Case law suggests that a referring party may chose to withdraw or discontinue with a referral to adjudication. In Midland Expressway, Jackson J said:

“In litigation, the right of a party to discontinue its claim or certain heads of claim is enshrined in and regulated by the Civil Procedure Rules. Adjudication, however, is a very different process from litigation. Every construction contract contains, either expressly or by statutory implication, a series of adjudication provisions which comply with the requirements of Part 2 of the [Construction Act 1996]. The 1996 Act says nothing about the entitlement of a party to withdraw or not to withdraw a claim which has been advanced in adjudication…

… I have come to the conclusion that it is impossible to read into either the 1996 Act or the [Scheme for Construction Contracts 1998] any restriction prohibiting a party from withdrawing a disputed claim which has been referred to adjudication.”

Jackson J went on to say that it would be contrary to the statutory purpose to prohibit a referring party from withdrawing from an adjudication that it did not want to pursue, with bizarre consequences (not to mention, a waste of time and money).

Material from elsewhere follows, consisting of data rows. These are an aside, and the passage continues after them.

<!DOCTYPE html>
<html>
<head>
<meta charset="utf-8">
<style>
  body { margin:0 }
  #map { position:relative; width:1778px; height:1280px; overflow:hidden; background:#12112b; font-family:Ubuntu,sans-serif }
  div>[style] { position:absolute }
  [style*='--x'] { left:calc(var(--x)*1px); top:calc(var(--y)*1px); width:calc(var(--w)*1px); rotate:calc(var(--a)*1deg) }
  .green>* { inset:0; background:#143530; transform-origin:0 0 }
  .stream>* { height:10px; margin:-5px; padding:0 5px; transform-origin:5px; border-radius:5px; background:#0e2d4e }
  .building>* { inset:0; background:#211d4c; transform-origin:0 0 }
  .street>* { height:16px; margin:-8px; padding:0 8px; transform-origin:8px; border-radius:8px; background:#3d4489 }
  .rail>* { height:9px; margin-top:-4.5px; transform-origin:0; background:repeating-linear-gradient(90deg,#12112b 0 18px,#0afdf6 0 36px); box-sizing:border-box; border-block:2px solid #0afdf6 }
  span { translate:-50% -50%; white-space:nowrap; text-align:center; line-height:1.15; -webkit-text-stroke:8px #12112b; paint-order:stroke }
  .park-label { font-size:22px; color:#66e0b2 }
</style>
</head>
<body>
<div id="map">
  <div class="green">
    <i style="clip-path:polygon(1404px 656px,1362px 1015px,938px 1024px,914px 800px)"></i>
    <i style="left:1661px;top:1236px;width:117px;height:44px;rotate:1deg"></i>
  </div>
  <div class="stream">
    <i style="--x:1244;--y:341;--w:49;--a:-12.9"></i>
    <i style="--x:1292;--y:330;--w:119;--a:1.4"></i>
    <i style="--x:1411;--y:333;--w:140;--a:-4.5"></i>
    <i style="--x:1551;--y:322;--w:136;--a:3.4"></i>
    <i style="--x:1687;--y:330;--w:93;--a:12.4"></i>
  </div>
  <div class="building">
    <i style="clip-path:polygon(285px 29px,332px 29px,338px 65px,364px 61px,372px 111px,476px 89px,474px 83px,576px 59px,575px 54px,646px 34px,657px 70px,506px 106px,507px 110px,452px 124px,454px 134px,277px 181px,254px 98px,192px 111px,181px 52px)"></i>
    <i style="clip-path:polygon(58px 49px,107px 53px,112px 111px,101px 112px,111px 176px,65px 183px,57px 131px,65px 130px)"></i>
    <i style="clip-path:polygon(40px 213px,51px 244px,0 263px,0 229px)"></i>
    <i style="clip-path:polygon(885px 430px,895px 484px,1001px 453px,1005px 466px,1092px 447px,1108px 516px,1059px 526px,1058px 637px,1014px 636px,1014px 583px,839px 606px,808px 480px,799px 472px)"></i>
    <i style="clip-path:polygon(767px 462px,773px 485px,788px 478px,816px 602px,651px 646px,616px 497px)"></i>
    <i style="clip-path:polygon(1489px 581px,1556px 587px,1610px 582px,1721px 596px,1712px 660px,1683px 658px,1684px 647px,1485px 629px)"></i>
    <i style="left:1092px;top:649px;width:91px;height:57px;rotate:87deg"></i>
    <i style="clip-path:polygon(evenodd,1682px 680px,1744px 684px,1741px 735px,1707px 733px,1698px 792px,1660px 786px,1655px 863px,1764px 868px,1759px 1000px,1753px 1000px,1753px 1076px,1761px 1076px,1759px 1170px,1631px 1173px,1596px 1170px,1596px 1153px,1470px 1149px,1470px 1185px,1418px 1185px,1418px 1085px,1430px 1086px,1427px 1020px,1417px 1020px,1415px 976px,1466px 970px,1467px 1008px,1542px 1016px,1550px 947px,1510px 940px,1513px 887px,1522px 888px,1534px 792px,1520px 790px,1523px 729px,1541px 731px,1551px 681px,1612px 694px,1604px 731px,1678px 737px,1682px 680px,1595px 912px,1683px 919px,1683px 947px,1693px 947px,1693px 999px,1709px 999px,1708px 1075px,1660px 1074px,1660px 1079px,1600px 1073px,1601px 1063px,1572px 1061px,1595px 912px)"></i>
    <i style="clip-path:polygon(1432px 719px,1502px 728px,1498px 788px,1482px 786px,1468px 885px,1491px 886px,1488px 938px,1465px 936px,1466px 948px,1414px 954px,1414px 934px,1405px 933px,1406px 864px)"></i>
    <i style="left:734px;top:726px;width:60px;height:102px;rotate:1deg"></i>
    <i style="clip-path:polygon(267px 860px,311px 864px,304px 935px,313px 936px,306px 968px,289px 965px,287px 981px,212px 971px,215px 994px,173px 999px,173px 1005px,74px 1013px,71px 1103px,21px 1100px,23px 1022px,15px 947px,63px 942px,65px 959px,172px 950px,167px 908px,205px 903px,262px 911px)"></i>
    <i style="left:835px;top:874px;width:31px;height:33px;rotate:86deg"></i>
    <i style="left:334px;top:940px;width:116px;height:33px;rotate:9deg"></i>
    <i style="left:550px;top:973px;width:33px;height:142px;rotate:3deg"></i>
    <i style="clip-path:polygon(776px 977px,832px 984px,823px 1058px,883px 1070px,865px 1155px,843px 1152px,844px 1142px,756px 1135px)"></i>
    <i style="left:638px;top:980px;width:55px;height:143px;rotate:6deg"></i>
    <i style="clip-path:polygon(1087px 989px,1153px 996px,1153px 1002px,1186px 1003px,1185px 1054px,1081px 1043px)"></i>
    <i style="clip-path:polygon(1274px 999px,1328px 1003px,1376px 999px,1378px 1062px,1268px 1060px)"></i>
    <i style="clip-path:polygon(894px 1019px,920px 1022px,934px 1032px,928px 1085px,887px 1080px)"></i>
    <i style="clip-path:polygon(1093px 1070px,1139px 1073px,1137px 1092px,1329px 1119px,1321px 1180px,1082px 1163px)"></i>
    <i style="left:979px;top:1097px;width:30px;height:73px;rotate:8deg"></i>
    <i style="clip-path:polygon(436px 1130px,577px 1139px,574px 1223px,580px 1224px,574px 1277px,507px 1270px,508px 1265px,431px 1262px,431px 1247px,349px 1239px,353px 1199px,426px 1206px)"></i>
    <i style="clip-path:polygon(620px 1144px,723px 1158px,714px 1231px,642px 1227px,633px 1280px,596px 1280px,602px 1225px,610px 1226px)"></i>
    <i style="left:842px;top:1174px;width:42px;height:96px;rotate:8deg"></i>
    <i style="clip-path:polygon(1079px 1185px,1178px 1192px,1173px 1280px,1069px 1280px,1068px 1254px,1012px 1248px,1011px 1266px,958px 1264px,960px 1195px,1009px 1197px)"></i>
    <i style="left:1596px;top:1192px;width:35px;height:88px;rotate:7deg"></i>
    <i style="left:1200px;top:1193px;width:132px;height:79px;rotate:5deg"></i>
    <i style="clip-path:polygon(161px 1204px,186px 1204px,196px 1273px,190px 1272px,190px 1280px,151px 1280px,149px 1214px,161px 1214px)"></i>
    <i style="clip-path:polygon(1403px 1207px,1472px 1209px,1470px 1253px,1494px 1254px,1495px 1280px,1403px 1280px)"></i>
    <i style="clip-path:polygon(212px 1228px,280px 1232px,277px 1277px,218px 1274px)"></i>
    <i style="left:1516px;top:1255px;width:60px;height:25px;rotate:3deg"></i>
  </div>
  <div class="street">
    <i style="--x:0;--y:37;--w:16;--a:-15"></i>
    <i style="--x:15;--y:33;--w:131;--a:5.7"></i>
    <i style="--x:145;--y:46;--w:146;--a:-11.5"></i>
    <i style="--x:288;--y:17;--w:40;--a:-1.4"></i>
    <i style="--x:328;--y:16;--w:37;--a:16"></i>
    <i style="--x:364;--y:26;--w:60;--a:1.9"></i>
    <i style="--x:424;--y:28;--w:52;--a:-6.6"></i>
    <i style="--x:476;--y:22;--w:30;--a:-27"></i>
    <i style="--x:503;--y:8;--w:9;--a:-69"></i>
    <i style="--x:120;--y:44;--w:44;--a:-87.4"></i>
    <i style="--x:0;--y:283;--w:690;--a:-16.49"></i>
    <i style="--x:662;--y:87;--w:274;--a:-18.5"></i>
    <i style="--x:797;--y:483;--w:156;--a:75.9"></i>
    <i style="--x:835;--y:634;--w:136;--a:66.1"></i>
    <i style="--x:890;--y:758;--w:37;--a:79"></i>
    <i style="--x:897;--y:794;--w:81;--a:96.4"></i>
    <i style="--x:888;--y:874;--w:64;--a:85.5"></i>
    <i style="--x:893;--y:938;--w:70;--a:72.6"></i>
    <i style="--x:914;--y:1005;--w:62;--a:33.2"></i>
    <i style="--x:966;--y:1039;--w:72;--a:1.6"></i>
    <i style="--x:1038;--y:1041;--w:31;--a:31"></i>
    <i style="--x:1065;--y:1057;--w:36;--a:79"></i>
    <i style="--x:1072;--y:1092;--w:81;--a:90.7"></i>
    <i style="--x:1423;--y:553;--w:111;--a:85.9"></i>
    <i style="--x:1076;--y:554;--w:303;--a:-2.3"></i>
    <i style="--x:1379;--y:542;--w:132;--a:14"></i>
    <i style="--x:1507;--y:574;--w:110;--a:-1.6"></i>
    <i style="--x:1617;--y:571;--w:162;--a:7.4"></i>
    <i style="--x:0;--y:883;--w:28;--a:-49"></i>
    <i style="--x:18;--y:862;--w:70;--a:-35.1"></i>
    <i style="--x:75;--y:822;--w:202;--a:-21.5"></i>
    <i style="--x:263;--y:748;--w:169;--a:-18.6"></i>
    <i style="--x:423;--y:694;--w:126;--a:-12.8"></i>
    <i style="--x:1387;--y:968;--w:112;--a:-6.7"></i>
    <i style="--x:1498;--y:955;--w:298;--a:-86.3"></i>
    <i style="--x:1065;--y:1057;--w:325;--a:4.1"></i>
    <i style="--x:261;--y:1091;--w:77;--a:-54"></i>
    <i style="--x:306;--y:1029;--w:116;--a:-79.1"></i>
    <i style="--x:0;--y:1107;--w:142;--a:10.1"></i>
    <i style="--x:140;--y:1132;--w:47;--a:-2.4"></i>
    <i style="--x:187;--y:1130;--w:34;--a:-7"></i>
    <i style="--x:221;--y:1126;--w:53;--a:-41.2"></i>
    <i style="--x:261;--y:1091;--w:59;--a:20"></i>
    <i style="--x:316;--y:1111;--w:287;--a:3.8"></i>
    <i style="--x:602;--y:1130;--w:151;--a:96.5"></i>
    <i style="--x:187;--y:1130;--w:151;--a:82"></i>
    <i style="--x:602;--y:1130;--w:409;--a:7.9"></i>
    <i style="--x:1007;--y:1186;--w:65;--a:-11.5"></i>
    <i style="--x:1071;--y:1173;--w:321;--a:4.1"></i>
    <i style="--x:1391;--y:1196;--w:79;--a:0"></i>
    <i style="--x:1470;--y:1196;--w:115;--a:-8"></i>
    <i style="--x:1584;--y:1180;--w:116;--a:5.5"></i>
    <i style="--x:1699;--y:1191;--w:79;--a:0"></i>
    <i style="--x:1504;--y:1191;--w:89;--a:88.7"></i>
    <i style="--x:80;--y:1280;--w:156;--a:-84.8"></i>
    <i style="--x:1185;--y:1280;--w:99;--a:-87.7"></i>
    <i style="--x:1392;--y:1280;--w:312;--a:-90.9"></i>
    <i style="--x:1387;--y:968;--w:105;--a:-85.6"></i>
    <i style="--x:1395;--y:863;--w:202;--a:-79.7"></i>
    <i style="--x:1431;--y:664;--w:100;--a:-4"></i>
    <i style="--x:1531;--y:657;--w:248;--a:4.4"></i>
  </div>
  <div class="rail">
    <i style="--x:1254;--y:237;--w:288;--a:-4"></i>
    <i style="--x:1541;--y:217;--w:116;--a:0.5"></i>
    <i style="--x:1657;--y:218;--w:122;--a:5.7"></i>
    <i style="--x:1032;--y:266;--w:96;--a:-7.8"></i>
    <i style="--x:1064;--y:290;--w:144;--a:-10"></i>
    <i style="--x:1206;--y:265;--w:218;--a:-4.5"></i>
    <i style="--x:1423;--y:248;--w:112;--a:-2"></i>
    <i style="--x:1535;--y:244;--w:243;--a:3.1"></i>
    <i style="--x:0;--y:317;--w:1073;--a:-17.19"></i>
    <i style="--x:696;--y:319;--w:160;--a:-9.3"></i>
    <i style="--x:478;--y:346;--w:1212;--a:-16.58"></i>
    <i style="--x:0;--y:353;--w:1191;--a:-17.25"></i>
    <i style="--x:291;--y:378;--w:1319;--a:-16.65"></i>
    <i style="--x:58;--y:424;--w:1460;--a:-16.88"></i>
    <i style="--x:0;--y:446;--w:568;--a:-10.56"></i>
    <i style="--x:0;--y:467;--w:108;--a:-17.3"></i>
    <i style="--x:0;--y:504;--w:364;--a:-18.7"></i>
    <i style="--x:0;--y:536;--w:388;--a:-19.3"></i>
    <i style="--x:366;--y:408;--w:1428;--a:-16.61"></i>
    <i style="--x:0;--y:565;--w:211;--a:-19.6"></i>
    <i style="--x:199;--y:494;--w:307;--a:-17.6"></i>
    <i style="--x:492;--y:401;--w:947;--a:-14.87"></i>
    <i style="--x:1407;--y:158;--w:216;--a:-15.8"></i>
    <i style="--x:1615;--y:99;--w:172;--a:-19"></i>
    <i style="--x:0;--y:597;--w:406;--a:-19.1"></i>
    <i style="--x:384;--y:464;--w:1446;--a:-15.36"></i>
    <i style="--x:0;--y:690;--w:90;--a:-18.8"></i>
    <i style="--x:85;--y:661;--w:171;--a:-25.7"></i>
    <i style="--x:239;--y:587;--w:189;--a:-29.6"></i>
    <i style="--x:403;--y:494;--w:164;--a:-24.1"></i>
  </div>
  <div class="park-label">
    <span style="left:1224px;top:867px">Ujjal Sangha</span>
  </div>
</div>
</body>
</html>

If the referring party withdraws, what then?

If the referring party may withdraw from the process at any time, where does that leave the adjudicator and the responding party?

On the one hand, it is arguable that the adjudicator should press-on, reaching a decision about the dispute (including the responding party’s declaration). After all, he has received the referral and the response and, at least under the Scheme, the referring party has no entitlement to serve a reply. If the adjudicator did continue, given that the referring party is hardly likely to comply with it, would that decision be enforceable?

On the other hand, the adjudicator should resign. (Under the Scheme he may resign at any time simply by giving the parties written notice (paragraph 9(1).) If he does resign, the referring party may be able to avoid any cost consequences (unlike in court litigation, where it would be penalised for discontinuing a claim).

But does the adjudicator have to do anything? Probably not. If the referring party has withdrawn from the process, surely that means the adjudication is at an end (this is what Midland Expressway tells us).

Who pays, if the referring party withdraws?

What happens to the costs of the discontinued adjudication will depend on the terms of the contract, the adjudicator’s appointment and whether the adjudicator has the power to award legal costs. The adjudicator may be able to rely on Linnett v Halliwells LLP, but the responding party may have to pay its costs and that’s it.

As ever with legal matters, there is no black and white, only various shades of grey, and the answer probably depends on the facts.